We study the performance of a Bayesian statistician who estimates a rank-one signal corrupted by non-symmetric rotationally invariant noise with a generic distribution of singular values. As the signal-to-noise ratio and the noise structure are unknown, a Gaussian setup is incorrectly assumed. We derive the exact analytic expression for the error of the mismatched Bayes estimator and also provide the analysis of an approximate message passing (AMP) algorithm.
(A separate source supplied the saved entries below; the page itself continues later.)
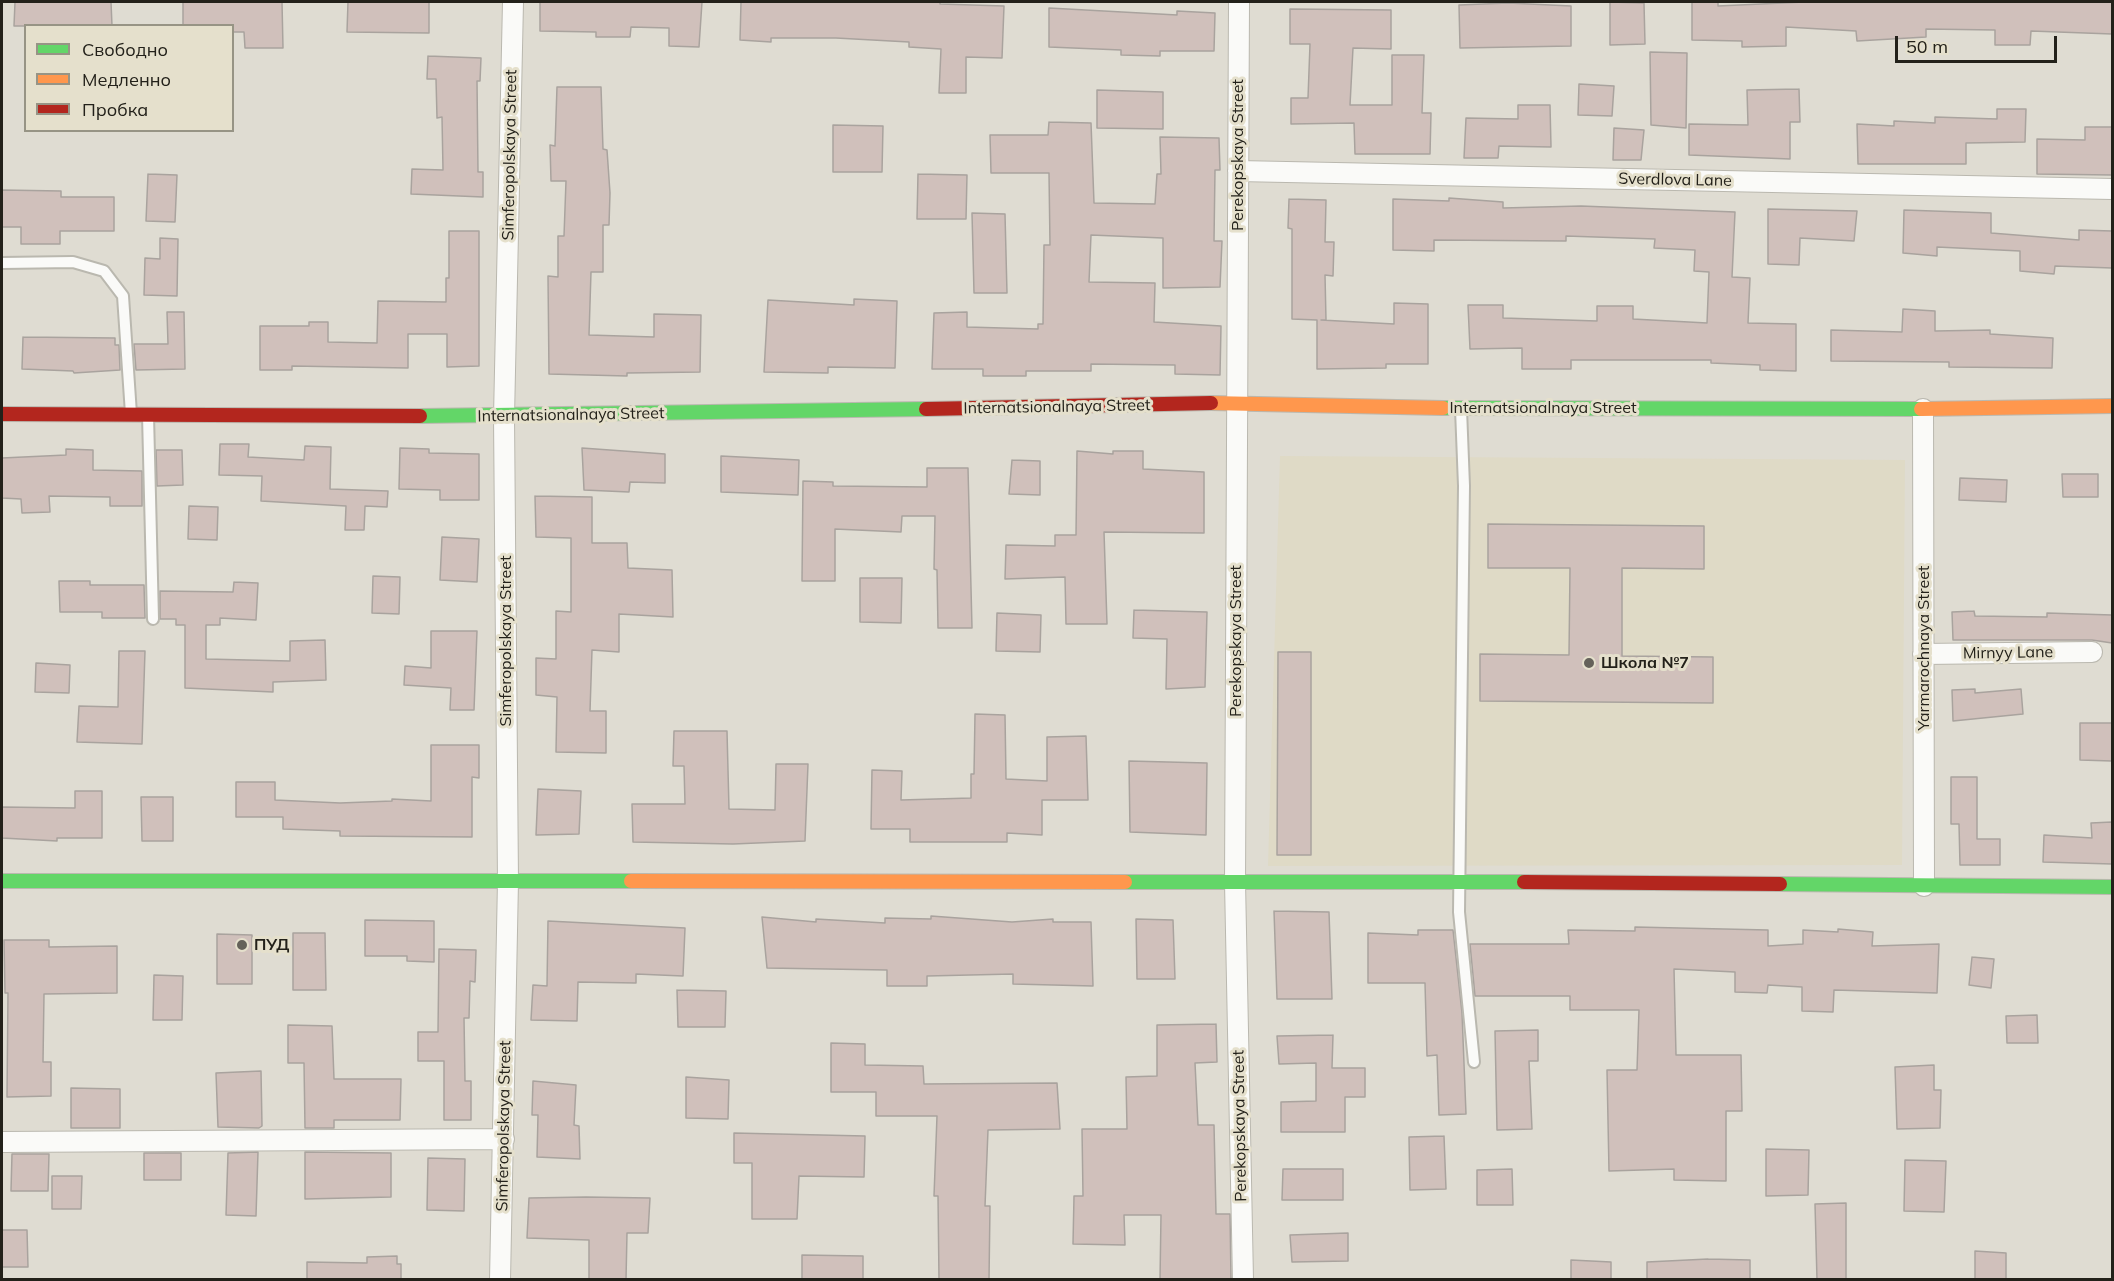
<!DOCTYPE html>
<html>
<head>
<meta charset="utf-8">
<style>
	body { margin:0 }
	#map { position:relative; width:2114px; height:1281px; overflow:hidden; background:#dfdcd2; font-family:Mulish,sans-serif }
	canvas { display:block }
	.frame { position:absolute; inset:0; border:3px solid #23211a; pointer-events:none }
	.legend { position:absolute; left:24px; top:24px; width:210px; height:108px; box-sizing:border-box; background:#e5e0cc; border:2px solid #979485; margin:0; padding:8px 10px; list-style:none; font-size:18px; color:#23211a }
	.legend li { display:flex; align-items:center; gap:12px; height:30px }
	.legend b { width:30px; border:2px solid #979485 }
	.scale { position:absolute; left:1895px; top:36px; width:162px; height:27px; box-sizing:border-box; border:3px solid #23211a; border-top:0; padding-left:8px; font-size:18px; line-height:21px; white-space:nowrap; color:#23211a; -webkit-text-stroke:4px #e5e0cc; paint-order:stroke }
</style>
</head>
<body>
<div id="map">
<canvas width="2114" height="1281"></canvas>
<div class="frame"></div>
<ul class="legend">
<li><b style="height:8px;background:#63d668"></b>Свободно</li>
<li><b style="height:8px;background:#ff974d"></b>Медленно</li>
<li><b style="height:8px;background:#b3261e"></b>Пробка</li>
</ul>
<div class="scale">50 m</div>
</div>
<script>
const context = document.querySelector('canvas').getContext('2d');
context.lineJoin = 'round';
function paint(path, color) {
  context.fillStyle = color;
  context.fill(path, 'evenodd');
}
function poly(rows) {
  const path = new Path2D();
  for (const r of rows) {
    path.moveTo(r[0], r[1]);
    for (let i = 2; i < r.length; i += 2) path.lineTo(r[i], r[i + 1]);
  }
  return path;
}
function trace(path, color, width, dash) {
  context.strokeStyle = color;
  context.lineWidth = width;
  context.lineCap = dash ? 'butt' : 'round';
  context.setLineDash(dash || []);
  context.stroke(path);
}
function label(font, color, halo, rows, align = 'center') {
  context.font = font + ' Mulish,sans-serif';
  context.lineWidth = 6;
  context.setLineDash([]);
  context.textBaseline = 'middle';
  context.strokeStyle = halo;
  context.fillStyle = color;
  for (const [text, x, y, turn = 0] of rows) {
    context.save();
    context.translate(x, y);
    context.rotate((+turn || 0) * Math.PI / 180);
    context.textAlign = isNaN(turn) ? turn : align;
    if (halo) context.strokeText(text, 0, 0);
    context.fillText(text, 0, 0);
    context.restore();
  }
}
paint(poly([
	[1280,456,1905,460,1902,865,1268,866]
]), '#dfdac6');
const building = poly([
	[15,2,111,2,112,26,14,26,15,2],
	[183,2,282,2,283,48,245,48,244,32,232,32,232,26,183,26,183,2],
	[348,2,429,2,429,33,347,32,348,2],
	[540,2,702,2,699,47,669,46,669,28,631,27,630,37,596,37,596,32,540,31,540,2],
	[741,2,940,2,940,4,1004,6,1002,58,966,57,966,93,939,93,941,49,909,47,909,42,836,38,771,38,771,42,740,40,741,2],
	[1610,2,1644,3,1645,44,1610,45,1610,2],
	[1692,2,1718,2,1718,6,1804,2,2112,2,2112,34,2031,31,2030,45,1995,45,1995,30,1926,29,1926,37,1857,41,1856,31,1786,27,1786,46,1742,47,1742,41,1692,40,1692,2],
	[1508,3,1571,6,1571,46,1460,48,1459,5,1508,3],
	[1049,8,1177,15,1177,11,1215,13,1214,51,1160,51,1160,56,1121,55,1121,50,1049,47,1049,8],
	[1290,9,1391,10,1391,49,1353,48,1350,105,1392,105,1392,55,1424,55,1422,113,1431,113,1430,154,1355,154,1354,123,1291,124,1291,98,1308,98,1310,44,1290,44,1290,9],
	[1650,52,1687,53,1686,128,1651,125,1650,52],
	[428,56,481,58,480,81,477,81,478,172,483,172,483,197,411,194,412,169,443,170,442,117,437,118,436,79,427,79,428,56],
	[1579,84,1614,86,1612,116,1578,115,1579,84],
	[557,87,601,87,603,149,607,150,610,193,609,225,603,225,603,272,591,272,589,335,654,337,654,314,701,315,700,372,627,373,627,376,549,374,548,276,558,277,558,236,564,236,566,181,551,181,550,145,555,146,557,87],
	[1799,89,1800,122,1790,122,1790,159,1689,155,1689,124,1748,125,1747,90,1799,89],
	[1097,90,1163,92,1163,129,1097,128,1097,90],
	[1518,105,1550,105,1551,147,1499,146,1498,158,1464,158,1466,118,1518,119,1518,105],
	[1997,109,2026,109,2025,142,1966,143,1966,164,1858,164,1857,124,1894,126,1894,121,1935,123,1935,117,1997,119,1997,109],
	[1049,122,1091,123,1094,203,1155,204,1157,174,1161,174,1160,137,1219,138,1220,170,1215,170,1214,241,1222,241,1220,287,1163,288,1163,238,1091,235,1089,282,1155,283,1154,322,1221,326,1220,375,1175,374,1175,365,1091,364,1091,371,1026,371,1026,376,983,376,983,369,932,369,934,313,967,312,967,327,1038,329,1038,324,1043,324,1044,245,1050,245,1049,173,991,173,990,135,1048,135,1049,122],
	[833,125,883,126,882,172,833,172,833,125],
	[2085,127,2112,127,2112,175,2037,174,2037,139,2085,140,2085,127],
	[1614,128,1644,130,1641,160,1613,160,1614,128],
	[148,174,177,175,175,222,146,221,148,174],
	[918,174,967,175,966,219,917,219,918,174],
	[2,190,61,191,61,197,114,197,114,231,60,231,60,244,21,244,21,227,2,227,2,190],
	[1449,198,1503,202,1503,208,1581,206,1735,212,1732,277,1750,278,1748,323,1796,324,1796,371,1760,370,1760,365,1711,363,1711,360,1571,360,1571,369,1522,369,1522,348,1470,349,1468,305,1503,305,1503,318,1597,321,1597,306,1633,306,1633,319,1707,323,1709,272,1694,271,1695,250,1654,248,1655,239,1566,236,1566,241,1434,240,1434,251,1393,250,1393,199,1449,201,1449,198],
	[1289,199,1326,200,1325,242,1334,242,1333,276,1325,275,1326,320,1321,320,1394,324,1394,303,1428,304,1428,364,1386,364,1386,368,1317,369,1317,320,1292,319,1292,229,1288,228,1289,199],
	[1768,209,1857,211,1854,241,1800,238,1799,265,1768,264,1768,209],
	[1904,210,1991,213,1991,233,2079,240,2079,230,2112,231,2112,268,2055,266,2054,274,2020,271,2020,251,1937,247,1937,256,1903,253,1904,210],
	[972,213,1005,214,1007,293,974,293,972,213],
	[449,231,479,231,479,366,447,367,447,334,408,334,408,368,292,366,292,370,260,370,260,326,309,326,309,322,328,322,328,342,377,343,378,301,446,302,446,278,449,278,449,231],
	[160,238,178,239,177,296,144,295,145,258,160,259,160,238],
	[854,299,897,301,895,368,828,367,828,373,764,372,768,300,854,305,854,299],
	[1903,309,1935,311,1935,331,1990,330,1990,334,2053,338,2052,368,1949,367,1949,362,1831,361,1831,330,1902,332,1903,309],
	[167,312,184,312,185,369,136,370,134,344,168,344,167,312],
	[23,337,115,338,115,345,119,345,120,370,74,373,73,371,22,369,23,337],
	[220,444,249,444,248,457,304,460,305,446,331,447,330,489,388,491,387,507,365,506,364,530,345,530,346,506,261,501,262,476,219,475,220,444],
	[400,448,429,449,429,453,479,454,479,500,440,500,440,490,399,489,400,448],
	[582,448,665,454,665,483,630,482,629,492,584,490,582,448],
	[66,449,93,450,93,470,142,471,142,506,110,506,110,497,49,496,50,512,22,513,21,499,2,498,2,458,66,455,66,449],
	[156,450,182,450,183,485,157,486,156,450],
	[1077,451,1113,454,1113,451,1143,451,1143,469,1204,472,1204,533,1104,532,1107,624,1066,624,1065,577,1005,579,1006,545,1055,546,1055,535,1076,535,1077,451],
	[721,456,799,460,798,495,721,492,721,456],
	[1012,460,1040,461,1040,495,1009,494,1012,460],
	[927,468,968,468,972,628,938,628,937,570,934,569,935,516,902,516,901,532,835,529,835,581,802,581,803,481,833,482,833,486,927,487,927,468],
	[2062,474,2098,474,2098,497,2063,497,2062,474],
	[1960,478,2007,480,2006,502,1959,500,1960,478],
	[535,496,592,497,592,543,627,543,628,568,672,570,673,617,619,614,619,652,592,650,590,711,606,711,606,753,556,752,557,697,536,695,536,658,556,659,556,611,571,612,571,538,536,537,535,496],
	[189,506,218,507,217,540,188,539,189,506],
	[1488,524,1704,526,1704,569,1622,568,1622,656,1713,657,1713,703,1480,701,1480,654,1569,655,1570,568,1488,568,1488,524],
	[442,537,479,539,477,582,440,580,442,537],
	[373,576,400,577,399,614,372,613,373,576],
	[860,578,902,578,901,623,860,622,860,578],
	[59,581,90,581,90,585,144,585,145,618,102,618,102,612,60,612,59,581],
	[234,582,258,583,256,620,220,618,220,625,206,625,206,659,290,661,290,641,325,640,326,680,273,682,273,692,185,688,185,625,176,625,176,619,160,619,160,591,233,592,234,582],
	[1134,610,1207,612,1205,687,1166,689,1167,639,1133,638,1134,610],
	[1974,611,1975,616,2047,617,2047,613,2112,615,2112,643,2092,640,1953,640,1952,612,1974,611],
	[997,613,1041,615,1040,652,996,651,997,613],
	[431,631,477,631,474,710,450,710,451,688,404,685,405,666,431,668,431,631],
	[119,651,145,651,142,744,77,742,79,706,118,707,119,651],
	[1278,652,1311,652,1311,855,1277,855,1278,652],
	[36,663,70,665,69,693,35,692,36,663],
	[1975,689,1975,693,2021,689,2023,714,1953,721,1952,690,1975,689],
	[975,714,1005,715,1006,779,1047,781,1047,737,1086,736,1088,800,1042,800,1042,835,1007,833,1007,842,910,842,910,829,871,829,872,770,902,771,901,800,971,798,971,774,974,774,975,714],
	[2080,723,2112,723,2112,761,2080,760,2080,723],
	[674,731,727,731,729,809,775,810,776,764,808,764,805,841,733,844,633,842,632,804,685,804,684,766,673,766,674,731],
	[431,745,479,745,479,778,472,777,472,837,340,836,340,831,283,829,283,817,236,817,236,782,275,782,275,800,340,803,392,801,392,799,431,801,431,745],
	[1129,761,1207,763,1206,835,1130,832,1129,761],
	[1951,777,1977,777,1977,839,2000,839,2000,865,1960,865,1959,824,1951,824,1951,777],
	[538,789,581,791,579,834,536,835,538,789],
	[75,791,102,791,102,838,57,838,57,841,2,838,2,807,75,808,75,791],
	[141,797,173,797,173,841,142,841,141,797],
	[2112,822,2112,864,2043,862,2044,835,2092,838,2091,823,2112,822],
	[1274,911,1329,912,1332,999,1277,999,1274,911],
	[931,916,1012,922,1053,919,1053,922,1091,922,1093,986,1013,984,1013,974,927,976,927,986,887,986,887,970,767,968,762,917,816,922,816,919,885,923,885,918,931,919,931,916],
	[1136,919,1173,920,1175,979,1137,979,1136,919],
	[365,920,434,921,434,962,407,961,407,956,365,956,365,920],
	[548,921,685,928,683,976,636,974,636,983,578,982,577,1021,531,1020,533,985,547,986,548,921],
	[1635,927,1768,930,1768,946,1803,944,1803,930,1838,932,1838,929,1873,932,1872,946,1939,944,1937,993,1834,990,1833,1012,1802,1011,1802,987,1768,985,1767,993,1735,992,1735,972,1674,969,1676,1055,1741,1055,1742,1111,1726,1111,1726,1181,1674,1180,1674,1169,1609,1171,1607,1070,1637,1070,1639,1010,1570,1010,1570,996,1475,996,1470,944,1569,944,1568,930,1635,931,1635,927],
	[1418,930,1453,930,1462,1013,1466,1114,1439,1115,1437,1055,1427,1056,1425,983,1368,983,1368,933,1418,935,1418,930],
	[293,933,325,933,326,990,293,990,293,933],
	[217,934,252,935,252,984,217,984,217,934],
	[4,940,49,940,49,947,117,946,117,993,44,994,43,1062,51,1062,51,1096,7,1097,8,993,5,993,4,940],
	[439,949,476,950,475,982,470,981,469,1018,464,1018,465,1081,471,1081,471,1120,444,1120,444,1061,418,1061,418,1032,438,1032,439,949],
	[1972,957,1994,959,1991,988,1969,985,1972,957],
	[154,975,183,976,182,1020,153,1020,154,975],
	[677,990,726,991,725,1027,678,1027,677,990],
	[2037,1015,2038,1043,2007,1043,2006,1016,2037,1015],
	[1216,1024,1217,1062,1195,1063,1198,1125,1214,1125,1216,1214,1230,1214,1231,1280,1160,1280,1161,1215,1124,1215,1125,1245,1073,1244,1074,1196,1083,1196,1082,1129,1127,1129,1126,1077,1157,1076,1157,1025,1216,1024],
	[288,1025,332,1026,334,1079,401,1079,400,1120,334,1120,334,1128,305,1128,304,1063,288,1063,288,1025],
	[1538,1030,1538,1061,1529,1061,1532,1129,1497,1130,1495,1031,1538,1030],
	[1333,1035,1332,1068,1365,1068,1365,1097,1345,1097,1345,1132,1281,1132,1281,1102,1316,1101,1316,1063,1279,1064,1277,1036,1333,1035],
	[831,1043,865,1044,865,1065,923,1066,924,1084,1057,1083,1060,1129,988,1130,985,1206,990,1206,989,1280,939,1280,938,1196,934,1196,937,1116,876,1116,876,1092,831,1092,831,1043],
	[1934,1065,1934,1090,1941,1090,1940,1128,1897,1129,1895,1067,1934,1065],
	[261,1071,262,1126,259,1128,218,1127,216,1073,261,1071],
	[686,1077,729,1080,728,1119,686,1118,686,1077],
	[533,1081,576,1085,574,1125,579,1126,580,1159,537,1157,538,1115,532,1115,533,1081],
	[71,1088,120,1089,120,1128,71,1128,71,1088],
	[734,1133,865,1136,864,1177,799,1176,797,1219,752,1219,752,1163,734,1163,734,1133],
	[1444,1136,1446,1189,1410,1190,1409,1137,1444,1136],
	[1766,1149,1809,1150,1808,1195,1766,1196,1766,1149],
	[258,1152,256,1216,226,1215,228,1153,258,1152],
	[305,1152,391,1153,391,1197,305,1199,305,1152],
	[144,1153,181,1153,181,1180,144,1180,144,1153],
	[12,1154,49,1154,48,1191,11,1191,12,1154],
	[428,1158,465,1159,464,1211,427,1210,428,1158],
	[1905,1160,1946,1161,1944,1212,1904,1211,1905,1160],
	[1283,1169,1343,1169,1343,1200,1282,1200,1283,1169],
	[1512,1169,1513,1205,1477,1205,1477,1170,1512,1169],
	[52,1176,82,1176,81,1209,52,1209,52,1176],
	[586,1197,650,1198,648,1233,627,1233,626,1280,589,1280,589,1240,527,1238,529,1198,586,1197],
	[1846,1203,1846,1280,1817,1280,1815,1204,1846,1203],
	[2,1230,27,1230,28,1267,2,1267,2,1230],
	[1348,1233,1348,1261,1292,1262,1290,1235,1348,1233],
	[1975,1251,2006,1253,2006,1280,1975,1280,1975,1251],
	[802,1255,863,1256,863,1280,802,1280,802,1255],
	[397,1256,397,1264,401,1264,401,1280,307,1280,307,1262,367,1263,367,1257,397,1256],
	[1708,1259,1750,1260,1750,1280,1647,1280,1647,1262,1708,1259],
	[1571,1260,1611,1262,1611,1280,1571,1280,1571,1260]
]);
paint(building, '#d0c0bb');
trace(building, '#a9a39e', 1.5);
const lane = poly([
	[2,263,73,262,104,271,123,296,131,414],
	[1461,409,1464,486,1459,912,1474,1062],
	[148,415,153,619]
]);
const street = poly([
	[1239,2,1235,882,1243,1280],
	[1238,171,2112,189],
	[1923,409,1924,886],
	[1923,654,2092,652],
	[2,1142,504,1139],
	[500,1280,508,881,504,417,513,2]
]);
const fast = poly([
	[1443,408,1921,409],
	[420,416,926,409],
	[2,881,631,881],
	[1125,882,1524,882],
	[1780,884,2112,887]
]);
const slow = poly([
	[1211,403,1443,408],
	[1921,409,2112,406],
	[631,881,1125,882]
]);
const jam = poly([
	[926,409,1211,403],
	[2,414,420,416],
	[1524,882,1780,884]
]);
trace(lane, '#bab8af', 14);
trace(street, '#bab8af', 22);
trace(fast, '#bab8af', 16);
trace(slow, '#bab8af', 16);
trace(jam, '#bab8af', 16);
trace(lane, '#fafaf8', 10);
trace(street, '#fafaf8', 20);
trace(fast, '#63d668', 14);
trace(slow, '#ff974d', 14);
trace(jam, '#b3261e', 14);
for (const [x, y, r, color] of [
	[1589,663,6,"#65625a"],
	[242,945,6,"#65625a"]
]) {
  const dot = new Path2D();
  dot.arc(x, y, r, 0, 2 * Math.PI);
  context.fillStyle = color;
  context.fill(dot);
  trace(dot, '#e5e0cc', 2);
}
label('16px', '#23211a', '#e5e0cc', [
	["Simferopolskaya Street",510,155,-89],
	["Perekopskaya Street",1238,155,-90],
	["Sverdlova Lane",1675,180,1],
	["Internatsionalnaya Street",1057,407,-1],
	["Internatsionalnaya Street",1543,408],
	["Internatsionalnaya Street",571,415,-1],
	["Simferopolskaya Street",506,641,-90],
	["Perekopskaya Street",1236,641,-90],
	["Yarmarochnaya Street",1924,648,-90],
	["Mirnyy Lane",2008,653,-1],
	["Simferopolskaya Street",504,1126,-89],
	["Perekopskaya Street",1240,1126,-91]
]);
label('bold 16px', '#23211a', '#e5e0cc', [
	["Школа №7",1601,663],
	["ПУД",254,945]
], 'left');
</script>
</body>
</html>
The first result exploits the asymptotic behavior of spherical integrals for rectangular matrices and of low-rank matrix perturbations; the second one relies on the design and analysis of an auxiliary AMP. The numerical experiments show that there is a performance gap between the AMP and Bayes estimators, which is due to the incorrect estimation of the signal norm.

翻译：我们研究了一位贝叶斯统计学家在估计被非对称旋转不变噪声（具有奇异值的一般分布）污染的秩一信号时的性能。由于信噪比和噪声结构未知，该统计学家错误地假定了高斯设置。我们推导了失配贝叶斯估计器误差的精确解析表达式，并提供了一种近似消息传递（AMP）算法的分析。第一个结果利用了矩形矩阵的球面积分和低秩矩阵扰动的渐近行为；第二个结果依赖于辅助AMP的设计与分析。数值实验表明，AMP与贝叶斯估计器之间存在性能差距，这是由于信号范数的估计不准确所致。